Give again, word for word, each line below starting at the one that contains "Annotation task. Extract" and ending at the one that contains "For a GIS import: What".
....
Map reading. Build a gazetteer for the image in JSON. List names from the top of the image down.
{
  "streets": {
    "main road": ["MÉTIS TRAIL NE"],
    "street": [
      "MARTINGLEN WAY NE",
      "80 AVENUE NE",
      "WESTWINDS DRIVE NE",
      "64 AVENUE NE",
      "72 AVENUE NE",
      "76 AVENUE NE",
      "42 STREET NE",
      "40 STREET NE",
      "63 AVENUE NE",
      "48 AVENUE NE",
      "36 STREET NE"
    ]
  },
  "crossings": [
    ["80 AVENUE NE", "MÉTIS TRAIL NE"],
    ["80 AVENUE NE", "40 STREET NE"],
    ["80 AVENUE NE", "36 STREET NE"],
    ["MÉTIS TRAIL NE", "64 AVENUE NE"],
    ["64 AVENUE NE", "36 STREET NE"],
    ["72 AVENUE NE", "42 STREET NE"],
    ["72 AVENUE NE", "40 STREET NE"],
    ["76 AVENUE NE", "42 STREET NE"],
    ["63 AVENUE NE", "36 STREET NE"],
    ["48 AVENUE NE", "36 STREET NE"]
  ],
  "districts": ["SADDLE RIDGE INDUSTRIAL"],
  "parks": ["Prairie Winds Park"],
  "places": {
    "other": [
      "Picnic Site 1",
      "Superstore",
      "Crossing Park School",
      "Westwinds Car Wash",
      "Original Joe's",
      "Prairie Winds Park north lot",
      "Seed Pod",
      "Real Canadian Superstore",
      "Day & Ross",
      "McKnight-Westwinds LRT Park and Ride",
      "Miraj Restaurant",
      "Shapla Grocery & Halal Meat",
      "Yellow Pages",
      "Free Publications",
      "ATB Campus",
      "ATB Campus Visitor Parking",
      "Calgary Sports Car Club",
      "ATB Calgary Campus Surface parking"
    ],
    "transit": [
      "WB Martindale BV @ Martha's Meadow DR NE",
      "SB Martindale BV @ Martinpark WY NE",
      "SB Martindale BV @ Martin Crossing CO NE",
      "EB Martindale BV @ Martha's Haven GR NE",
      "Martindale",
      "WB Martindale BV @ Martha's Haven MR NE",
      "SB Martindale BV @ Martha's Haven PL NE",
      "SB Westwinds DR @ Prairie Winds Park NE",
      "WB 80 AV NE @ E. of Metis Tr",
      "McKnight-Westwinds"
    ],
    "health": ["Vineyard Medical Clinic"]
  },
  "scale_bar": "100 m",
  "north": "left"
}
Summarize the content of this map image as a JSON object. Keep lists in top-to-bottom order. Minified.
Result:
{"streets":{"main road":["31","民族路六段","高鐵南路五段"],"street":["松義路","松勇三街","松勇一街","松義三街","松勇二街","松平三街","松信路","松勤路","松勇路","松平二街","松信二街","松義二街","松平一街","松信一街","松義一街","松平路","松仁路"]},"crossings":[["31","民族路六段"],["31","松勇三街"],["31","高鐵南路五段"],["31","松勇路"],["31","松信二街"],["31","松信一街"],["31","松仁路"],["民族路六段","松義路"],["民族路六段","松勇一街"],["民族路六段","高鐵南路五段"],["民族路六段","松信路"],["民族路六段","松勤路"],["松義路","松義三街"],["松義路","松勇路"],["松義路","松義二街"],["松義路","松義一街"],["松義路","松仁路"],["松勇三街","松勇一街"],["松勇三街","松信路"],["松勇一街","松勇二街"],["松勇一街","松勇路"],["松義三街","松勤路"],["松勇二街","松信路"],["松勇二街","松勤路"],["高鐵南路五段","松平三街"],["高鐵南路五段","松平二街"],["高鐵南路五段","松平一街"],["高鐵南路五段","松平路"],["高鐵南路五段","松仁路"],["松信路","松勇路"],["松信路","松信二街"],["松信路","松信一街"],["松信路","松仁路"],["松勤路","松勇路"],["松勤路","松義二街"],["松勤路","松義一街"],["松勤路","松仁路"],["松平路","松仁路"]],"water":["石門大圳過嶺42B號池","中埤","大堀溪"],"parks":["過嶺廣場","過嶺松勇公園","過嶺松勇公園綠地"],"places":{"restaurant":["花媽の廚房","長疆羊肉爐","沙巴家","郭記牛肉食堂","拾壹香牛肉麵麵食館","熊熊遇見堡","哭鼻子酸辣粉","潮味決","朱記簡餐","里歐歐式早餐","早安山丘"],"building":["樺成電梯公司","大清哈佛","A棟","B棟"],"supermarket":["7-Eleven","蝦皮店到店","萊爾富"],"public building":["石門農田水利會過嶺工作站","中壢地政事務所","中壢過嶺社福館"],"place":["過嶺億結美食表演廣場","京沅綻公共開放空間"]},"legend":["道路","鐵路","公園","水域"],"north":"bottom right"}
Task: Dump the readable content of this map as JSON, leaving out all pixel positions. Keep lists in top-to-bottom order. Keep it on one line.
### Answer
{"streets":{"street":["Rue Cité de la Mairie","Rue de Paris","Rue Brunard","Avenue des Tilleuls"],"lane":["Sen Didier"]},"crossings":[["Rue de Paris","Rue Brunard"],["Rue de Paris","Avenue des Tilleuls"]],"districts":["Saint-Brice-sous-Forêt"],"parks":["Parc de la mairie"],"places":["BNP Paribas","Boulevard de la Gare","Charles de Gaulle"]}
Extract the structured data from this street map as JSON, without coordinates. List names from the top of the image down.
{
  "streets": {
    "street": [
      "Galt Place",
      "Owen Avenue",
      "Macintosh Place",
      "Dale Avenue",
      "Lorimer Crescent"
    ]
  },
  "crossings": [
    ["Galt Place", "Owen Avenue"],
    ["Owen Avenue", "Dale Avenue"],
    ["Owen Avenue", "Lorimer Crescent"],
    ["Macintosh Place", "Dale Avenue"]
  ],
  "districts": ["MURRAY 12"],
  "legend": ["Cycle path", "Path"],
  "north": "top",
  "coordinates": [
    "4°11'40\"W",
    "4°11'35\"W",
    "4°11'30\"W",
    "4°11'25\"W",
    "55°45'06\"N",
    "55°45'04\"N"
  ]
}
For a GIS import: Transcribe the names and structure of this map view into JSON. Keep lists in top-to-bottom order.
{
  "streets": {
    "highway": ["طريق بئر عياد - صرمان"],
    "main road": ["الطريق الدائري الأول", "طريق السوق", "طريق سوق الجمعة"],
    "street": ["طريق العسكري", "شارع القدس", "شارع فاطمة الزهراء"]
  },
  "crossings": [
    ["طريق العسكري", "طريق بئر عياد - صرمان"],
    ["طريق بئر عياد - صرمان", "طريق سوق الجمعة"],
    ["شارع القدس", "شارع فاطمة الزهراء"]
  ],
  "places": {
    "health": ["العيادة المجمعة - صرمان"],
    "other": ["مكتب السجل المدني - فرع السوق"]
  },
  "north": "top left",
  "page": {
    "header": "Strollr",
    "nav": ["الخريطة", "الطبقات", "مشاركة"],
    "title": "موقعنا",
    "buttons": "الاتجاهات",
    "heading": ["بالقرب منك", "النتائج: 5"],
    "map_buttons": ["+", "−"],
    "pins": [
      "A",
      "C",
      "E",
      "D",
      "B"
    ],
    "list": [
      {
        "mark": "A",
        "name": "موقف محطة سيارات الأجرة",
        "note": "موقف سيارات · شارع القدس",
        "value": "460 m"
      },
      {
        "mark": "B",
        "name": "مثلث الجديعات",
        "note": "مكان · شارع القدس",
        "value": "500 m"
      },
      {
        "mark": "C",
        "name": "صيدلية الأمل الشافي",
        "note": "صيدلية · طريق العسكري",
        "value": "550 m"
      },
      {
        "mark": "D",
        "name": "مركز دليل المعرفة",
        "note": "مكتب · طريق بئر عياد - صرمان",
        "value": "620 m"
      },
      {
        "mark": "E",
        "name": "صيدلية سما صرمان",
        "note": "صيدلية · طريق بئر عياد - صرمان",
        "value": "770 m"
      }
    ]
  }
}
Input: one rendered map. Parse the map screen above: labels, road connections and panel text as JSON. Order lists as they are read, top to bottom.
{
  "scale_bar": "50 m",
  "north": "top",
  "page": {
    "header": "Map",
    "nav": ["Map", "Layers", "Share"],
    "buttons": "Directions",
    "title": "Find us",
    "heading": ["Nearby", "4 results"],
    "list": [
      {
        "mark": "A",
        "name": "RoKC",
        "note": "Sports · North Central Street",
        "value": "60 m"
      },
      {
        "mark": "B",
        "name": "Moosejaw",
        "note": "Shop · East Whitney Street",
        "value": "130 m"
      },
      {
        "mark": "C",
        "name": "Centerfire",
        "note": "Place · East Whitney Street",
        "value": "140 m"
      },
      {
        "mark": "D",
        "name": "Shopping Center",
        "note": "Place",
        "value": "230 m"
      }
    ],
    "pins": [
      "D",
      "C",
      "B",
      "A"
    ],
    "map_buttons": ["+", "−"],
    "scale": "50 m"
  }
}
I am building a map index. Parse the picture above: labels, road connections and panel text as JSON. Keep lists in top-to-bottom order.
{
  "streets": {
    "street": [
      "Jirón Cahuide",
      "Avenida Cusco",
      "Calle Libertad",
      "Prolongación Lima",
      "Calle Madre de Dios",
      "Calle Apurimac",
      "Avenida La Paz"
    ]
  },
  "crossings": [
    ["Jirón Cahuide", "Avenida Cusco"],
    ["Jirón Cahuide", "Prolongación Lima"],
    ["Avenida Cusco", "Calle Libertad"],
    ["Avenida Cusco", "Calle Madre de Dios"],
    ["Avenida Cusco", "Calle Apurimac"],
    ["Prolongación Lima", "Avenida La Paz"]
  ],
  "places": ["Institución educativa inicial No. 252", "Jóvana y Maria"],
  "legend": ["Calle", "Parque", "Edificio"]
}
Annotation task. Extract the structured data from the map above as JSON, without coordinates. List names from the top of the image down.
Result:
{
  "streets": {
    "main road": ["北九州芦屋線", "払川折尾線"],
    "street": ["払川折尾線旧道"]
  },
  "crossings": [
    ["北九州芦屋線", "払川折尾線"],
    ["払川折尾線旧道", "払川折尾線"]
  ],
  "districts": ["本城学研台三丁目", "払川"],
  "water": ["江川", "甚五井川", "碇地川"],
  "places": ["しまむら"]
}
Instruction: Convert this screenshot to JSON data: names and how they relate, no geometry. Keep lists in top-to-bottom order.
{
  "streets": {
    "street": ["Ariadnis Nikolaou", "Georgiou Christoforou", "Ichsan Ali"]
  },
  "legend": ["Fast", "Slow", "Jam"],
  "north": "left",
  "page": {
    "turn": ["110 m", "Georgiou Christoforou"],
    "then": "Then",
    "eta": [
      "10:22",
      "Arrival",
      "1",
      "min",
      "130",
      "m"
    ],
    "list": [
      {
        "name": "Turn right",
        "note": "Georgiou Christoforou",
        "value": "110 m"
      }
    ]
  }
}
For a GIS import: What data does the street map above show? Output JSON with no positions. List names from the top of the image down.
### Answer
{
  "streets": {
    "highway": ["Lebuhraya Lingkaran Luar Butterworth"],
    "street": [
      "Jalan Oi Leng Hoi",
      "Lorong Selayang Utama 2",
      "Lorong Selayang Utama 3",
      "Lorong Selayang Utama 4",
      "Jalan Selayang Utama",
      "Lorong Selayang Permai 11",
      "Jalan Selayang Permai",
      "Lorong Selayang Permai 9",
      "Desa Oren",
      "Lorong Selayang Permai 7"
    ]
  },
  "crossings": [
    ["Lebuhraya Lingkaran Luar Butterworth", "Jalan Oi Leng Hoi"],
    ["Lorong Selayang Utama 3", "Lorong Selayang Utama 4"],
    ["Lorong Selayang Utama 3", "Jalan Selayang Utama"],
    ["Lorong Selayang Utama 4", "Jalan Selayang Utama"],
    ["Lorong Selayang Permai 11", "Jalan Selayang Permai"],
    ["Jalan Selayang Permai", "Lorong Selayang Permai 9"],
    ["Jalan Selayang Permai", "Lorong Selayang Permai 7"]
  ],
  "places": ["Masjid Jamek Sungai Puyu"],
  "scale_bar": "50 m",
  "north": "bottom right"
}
....
### ANSWER TO THE EXERCISE
Annotation task. Extract the structured data from the map above as JSON, without coordinates. List names from the top of the image down.
Result:
{
  "streets": {
    "main road": ["北九州芦屋線", "払川折尾線"],
    "street": ["払川折尾線旧道"]
  },
  "crossings": [
    ["北九州芦屋線", "払川折尾線"],
    ["払川折尾線旧道", "払川折尾線"]
  ],
  "districts": ["本城学研台三丁目", "払川"],
  "water": ["江川", "甚五井川", "碇地川"],
  "places": ["しまむら"]
}
Instruction: Convert this screenshot to JSON data: names and how they relate, no geometry. Keep lists in top-to-bottom order.
{
  "streets": {
    "street": ["Ariadnis Nikolaou", "Georgiou Christoforou", "Ichsan Ali"]
  },
  "legend": ["Fast", "Slow", "Jam"],
  "north": "left",
  "page": {
    "turn": ["110 m", "Georgiou Christoforou"],
    "then": "Then",
    "eta": [
      "10:22",
      "Arrival",
      "1",
      "min",
      "130",
      "m"
    ],
    "list": [
      {
        "name": "Turn right",
        "note": "Georgiou Christoforou",
        "value": "110 m"
      }
    ]
  }
}
For a GIS import: What data does the street map above show? Output JSON with no positions. List names from the top of the image down.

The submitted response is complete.